Fonte: Rinnovabili & Territorio

Autore: Redazione

A sedici anni dalla firma del Protocollo di Kyoto, l’Italia sembra aver raggiunto l’obiettivo assegnatole, ovvero una riduzione delle emissioni di CO2 pari al 6,5% rispetto ai valori registrati nel 1990.

Secondo le stime della Fondazione per lo Sviluppo Sostenibile, la diminuzione delle emissioni sarebbe, infatti, del 7% nel periodo compreso tra il 2008 e il 2012, con una media annua di 480 milioni di tonnellate di CO2 equivalenti, mentre il limite previsto da Kyoto era di 483,3 milioni di tonnellate.
Su questo risultato -spiega la Fondazione nel dossier presentato in occasione del sedicesimo anniversario della firma del Protocollo- ha certamente pesato la crisi economica, ma non solo: analizzando i dati degli ultimi 7-8 anni si rileva, infatti, un netto miglioramento delle performance ambientali del sistema economico nazionale.

Gli indicatori di intensità carbonica ed energetica del PIL indicano che negli ultimi anni vi sono stati tassi crescenti di riduzione delle emissioni di gas serra e dei consumi energetici per unità PIL, da mettere in relazione con le politiche sulle fonti rinnovabili, il cui contributo è raddoppiato in cinque anni, e sull’efficienza energetica, che ha consentito una riduzione della domanda energetica stimata tra 5 e 15 milioni di tonnellate equivalenti di petrolio.
«Quindici anni fa, quando fu firmato il Protocollo di Kyoto -ha sottolineato Edo Ronchi, Presidente della Fondazione per lo Sviluppo Sostenibile- in Italia c’era una forte divisione fra chi sosteneva che non fosse necessario e avrebbe comportato solo costi rilevanti e chi riteneva che fosse necessario ridurre le emissioni di gas serra e che questo impegno avrebbe prodotto opportunità largamente prevalenti e non solo ambientali.
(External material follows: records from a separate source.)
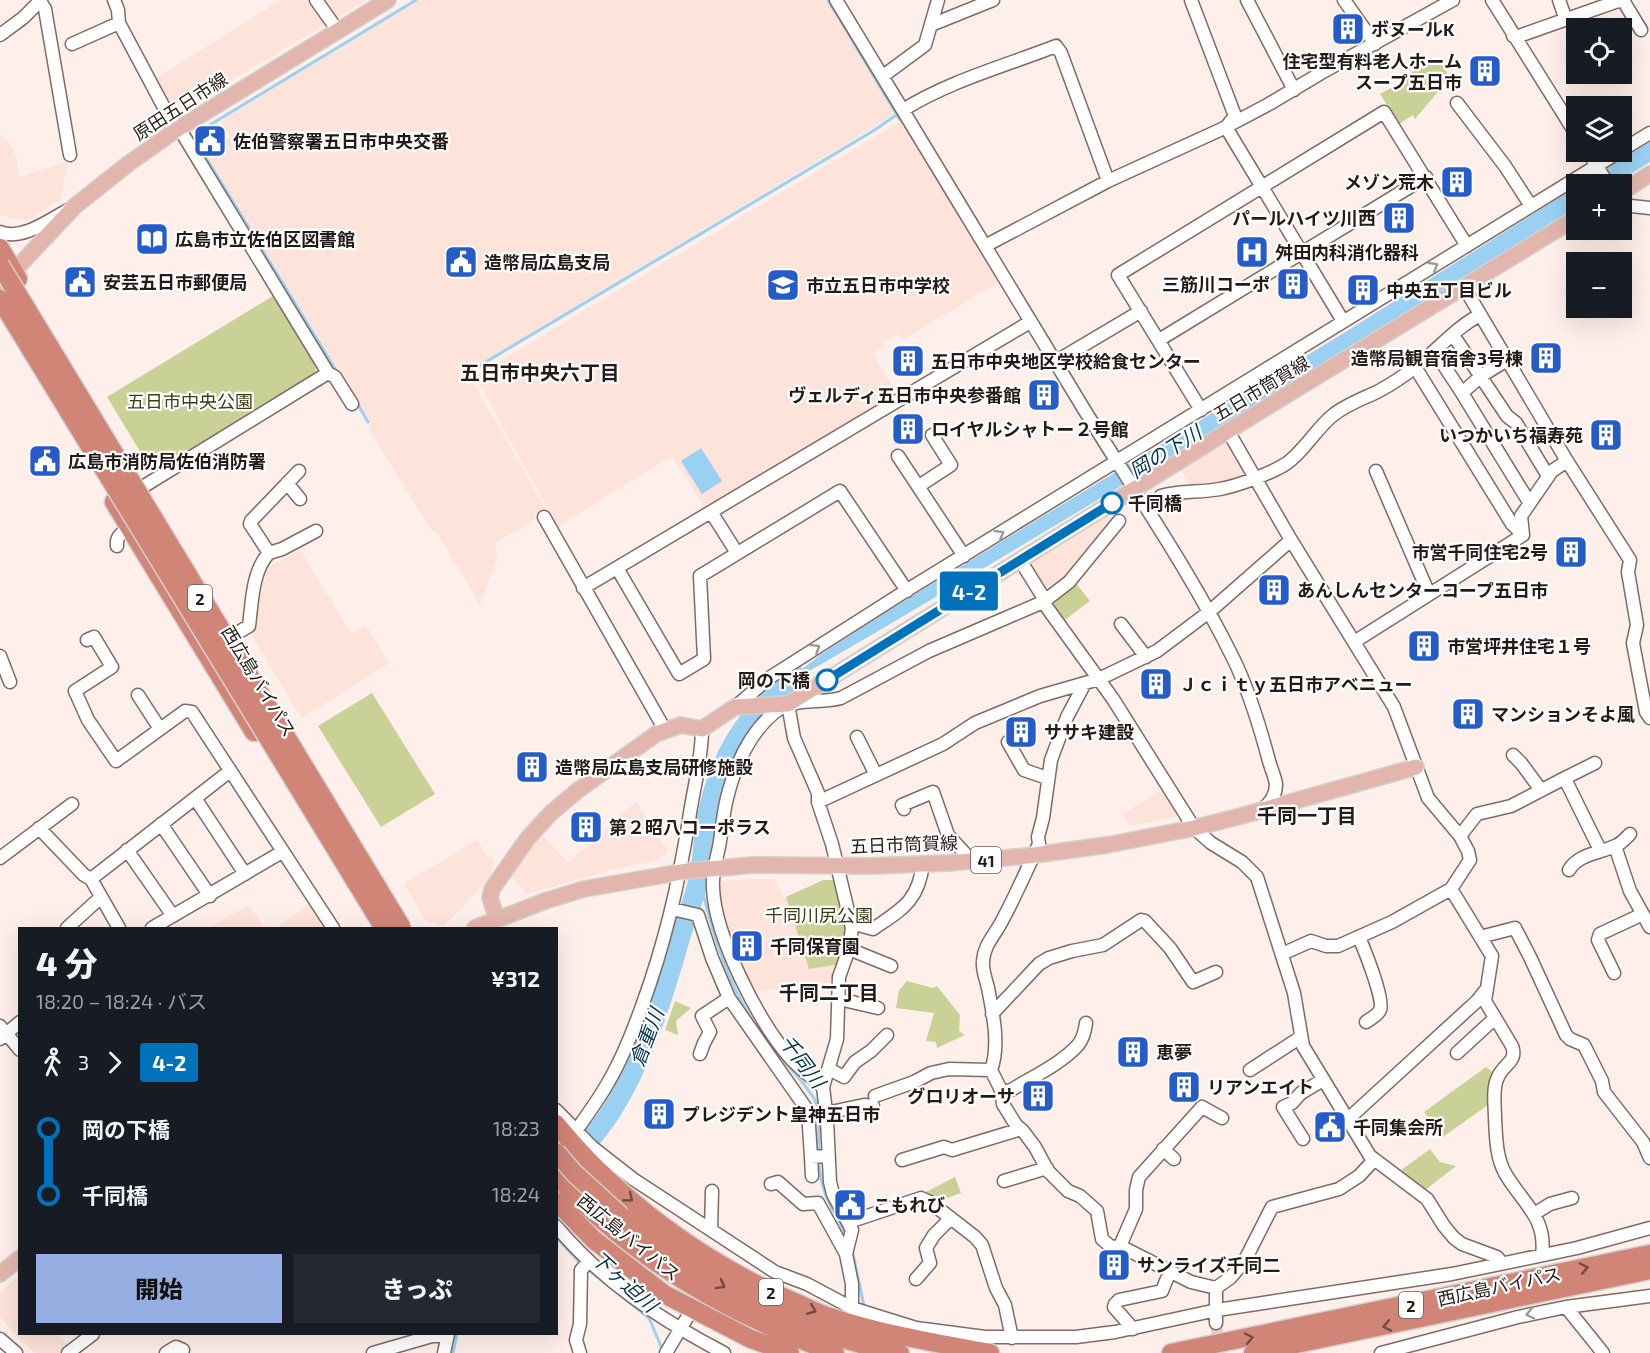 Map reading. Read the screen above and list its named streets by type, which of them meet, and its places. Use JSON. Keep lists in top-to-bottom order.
{
  "streets": {
    "highway": ["2", "西広島バイパス"],
    "main road": ["原田五日市線", "五日市筒賀線", "41"]
  },
  "crossings": [
    ["原田五日市線", "西広島バイパス"],
    ["2", "西広島バイパス"]
  ],
  "districts": ["五日市中央六丁目", "千同一丁目", "千同二丁目"],
  "water": [
    "岡の下川",
    "倉重川",
    "千同川",
    "下ヶ迫川"
  ],
  "parks": ["五日市中央公園", "千同川尻公園"],
  "places": {
    "building": [
      "ボヌールK",
      "住宅型有料老人ホーム スープ五日市",
      "メゾン荒木",
      "パールハイツ川西",
      "三筋川コーポ",
      "中央五丁目ビル",
      "造幣局観音宿舎3号棟",
      "五日市中央地区学校給食センター",
      "ヴェルディ五日市中央参番館",
      "ロイヤルシャトー２号館",
      "いつかいち福寿苑",
      "市営千同住宅2号",
      "あんしんセンターコープ五日市",
      "市営坪井住宅１号",
      "Ｊｃｉｔｙ五日市アベニュー",
      "マンションそよ風",
      "ササキ建設",
      "造幣局広島支局研修施設",
      "第２昭八コーポラス",
      "千同保育園",
      "恵夢",
      "リアンエイト",
      "グロリオーサ",
      "プレジデント皇神五日市",
      "サンライズ千同二"
    ],
    "public building": [
      "佐伯警察署五日市中央交番",
      "造幣局広島支局",
      "安芸五日市郵便局",
      "広島市消防局佐伯消防署",
      "千同集会所",
      "こもれび"
    ],
    "library": ["広島市立佐伯区図書館"],
    "hospital": ["舛田内科消化器科"],
    "school or university": ["市立五日市中学校"],
    "other": ["千同橋", "岡の下橋"]
  },
  "lines": ["bus line 4-2"],
  "page": {
    "on_map": "4-2",
    "map_buttons": ["+", "−"],
    "heading": ["4 分", "18:20 – 18:24 · バス", "¥312"],
    "legs": ["3", "4-2"],
    "list": [
      {
        "name": "岡の下橋",
        "value": "18:23"
      },
      {
        "name": "千同橋",
        "value": "18:24"
      }
    ],
    "buttons": ["開始", "きっぷ"]
  }
}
Facendo oggi, molti anni dopo, un bilancio, si può dire che le analisi del partito del ‘Protocollo, costo elevato non necessario’, erano completamente sbagliate sia dal punto dal vista economico (si è raggiunto l’obiettivo senza costi insostenibili), sia ambientale (i gas serra, ormai sono tutti d’accordo, sono alla base della grave crisi climatica)».

Il raggiungimento degli obiettivi del Protocollo –scrive la Fondazione- è il frutto non solo di politiche e misure di settore, come quelle sugli incentivi alle fonti rinnovabili e agli interventi di efficientamento negli edifici, ma anche di un più ampio processo di dematerializzazione dell’economia in corso, guidato dalla diffusione di prodotti e servizi a minore intensità di consumo di risorse ed energia, come anche a comportamenti individuali più sensibili ai temi della tutela ambientale e del risparmio.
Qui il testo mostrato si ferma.